Suggested-by: Dietmar Maurer <dietmar at proxmox.com>
Signed-off-by: Christian Ebner <c.ebner at proxmox.com>
---
docs/technical-overview.rst | 108 ++++++++++++++++++++++++++++++++++++
1 file changed, 108 insertions(+)
diff --git a/docs/technical-overview.rst b/docs/technical-overview.rst
index f79deff38..21793c5c5 100644
--- a/docs/technical-overview.rst
+++ b/docs/technical-overview.rst
@@ -134,6 +134,111 @@ This is done to speed up the client part of the backup, since it only needs to
encrypt chunks that are actually getting uploaded. Chunks that exist already in
the previous backup, do not need to be encrypted and uploaded.

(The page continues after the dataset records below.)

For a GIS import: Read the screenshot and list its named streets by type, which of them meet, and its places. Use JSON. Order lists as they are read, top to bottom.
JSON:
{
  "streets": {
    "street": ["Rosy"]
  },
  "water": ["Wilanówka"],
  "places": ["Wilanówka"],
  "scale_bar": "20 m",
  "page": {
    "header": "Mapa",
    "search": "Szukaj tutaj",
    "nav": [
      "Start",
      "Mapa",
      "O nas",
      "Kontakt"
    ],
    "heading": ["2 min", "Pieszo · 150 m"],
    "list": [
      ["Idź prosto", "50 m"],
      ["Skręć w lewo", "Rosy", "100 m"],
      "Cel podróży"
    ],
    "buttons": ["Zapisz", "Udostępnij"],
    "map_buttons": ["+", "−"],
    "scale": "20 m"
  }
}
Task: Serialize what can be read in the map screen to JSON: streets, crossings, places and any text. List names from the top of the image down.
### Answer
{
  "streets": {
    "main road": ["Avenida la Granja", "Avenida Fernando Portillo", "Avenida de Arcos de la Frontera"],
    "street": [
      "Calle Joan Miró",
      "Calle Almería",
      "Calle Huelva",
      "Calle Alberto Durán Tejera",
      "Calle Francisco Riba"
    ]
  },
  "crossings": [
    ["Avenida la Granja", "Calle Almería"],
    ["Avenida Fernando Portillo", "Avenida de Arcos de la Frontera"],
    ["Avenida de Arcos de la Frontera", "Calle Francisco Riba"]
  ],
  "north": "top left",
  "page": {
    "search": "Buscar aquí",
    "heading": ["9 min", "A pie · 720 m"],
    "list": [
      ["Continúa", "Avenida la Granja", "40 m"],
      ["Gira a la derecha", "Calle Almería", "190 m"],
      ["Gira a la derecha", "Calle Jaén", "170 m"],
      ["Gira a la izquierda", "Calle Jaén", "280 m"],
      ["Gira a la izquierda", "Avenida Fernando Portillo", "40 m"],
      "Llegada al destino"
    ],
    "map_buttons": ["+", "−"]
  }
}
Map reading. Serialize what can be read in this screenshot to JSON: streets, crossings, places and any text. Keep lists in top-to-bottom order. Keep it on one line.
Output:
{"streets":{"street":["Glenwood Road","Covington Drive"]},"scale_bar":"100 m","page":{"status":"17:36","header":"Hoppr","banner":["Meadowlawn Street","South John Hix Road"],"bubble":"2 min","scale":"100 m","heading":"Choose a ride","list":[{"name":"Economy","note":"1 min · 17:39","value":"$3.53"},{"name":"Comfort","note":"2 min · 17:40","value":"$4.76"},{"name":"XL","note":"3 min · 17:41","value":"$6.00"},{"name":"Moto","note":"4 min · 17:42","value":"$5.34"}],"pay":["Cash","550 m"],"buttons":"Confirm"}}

+Change Detection Mode for File-Based Backups
+^^^^^^^^^^^^^^^^^^^^^^^^^^^^^^^^^^^^^^^^^^^^
+
+The change detection mode controls how to detect and act for files which did not
+change in-between subsequent backup runs as well as the archive file format used
+to encode the directory entries.
+
+.. _change-detection-mode-legacy:
+
+Legacy Mode
++++++++++++
+
+Backup snapshots of filesystems are created by recursively scanning the
+directory entries. All entries to be included in the snapshot are read and
+serialized by encoding them using the ``pxar``
+:ref:`archive format <pxar-format>`. The resulting stream is chunked into
+:ref:`dynamically sized chunks <dynamically-sized-chunks>` and uploaded to the
+Proxmox Backup Server, deduplicating chunks based on their content digest for
+space efficient storage.
+File contents are read and chunked unconditionally, no check is performed to
+detect unchanged files.
+
+.. _change-detection-mode-data:
+
+Data Mode
++++++++++
+
+Like for ``legacy`` mode file contents are read and chunked unconditionally, no
+check is performed to detect unchanged files.
+
+However, in contrast to ``legacy`` mode, which stores entries metadata and data
+in a single self-contained ``pxar`` archive, the ``data`` mode encodes metadata
+and file contents into two separate streams. The resulting backup snapshots
+therefore contain split archives, an archive in ``mpxar``
+:ref:`format <pxar-meta-format>` containing the entries metadata and an archive
+with ``ppxar`` :ref:`format <ppxar-format>` , containing the actual file
+contents, separated by payload headers for consistency checks. The metadata
+archive stores a reference offset to the corresponding payload archive entry so
+the file contents can be accessed. Both of these archives are chunked and
+uploaded by the Proxmox backup client, resulting in separated indices and
+independent chunks.
+
+The ``mpxar`` archive can be used to efficiently fetch the associated metadata
+for archive entries without the overhead of payload data stored within the same
+chunks. This is used for example for entry lookups to list the archive contents
+or to navigate the mounted filesystem via the FUSE implementation. No dedicated
+catalog is therefore created for archives encoded using this mode.
+
+.. _change-detection-mode-metadata:
+
+Metadata Mode
++++++++++++++
+
+The ``metadata`` mode detects files whose file metadata did not change
+in-between subsequent backup runs. The metadata comparison includes file size,
+file type, ownership and permission information, as well as acls and attributes
+and most importantly the file's mtime, for details see the
+:ref:`pxar metadata archive format <pxar-meta-format>`. This mode will avoid
+reading and rechunking the file contents whenever possible by reusing the file
+content chunks of unchanged files from the previous backup snapshot.
+
+To compare the metadata, the previous snapshots ``mpxar`` metadata archive is
+downloaded at the start of the backup run and used as a reference. Further, the
+index of the payload archive ``ppxar`` is fetched and used to lookup the file
+content chunk's digests, which will be used to reindex pre-existing chunks
+without the need to reread and rechunk the file contents.
+
+During backup, the metadata and payload archives are encoded in the same manner
+as for the ``data`` mode, but for the ``metadata`` mode each entry is
+additionally looked up in the metadata reference archive for comparison first.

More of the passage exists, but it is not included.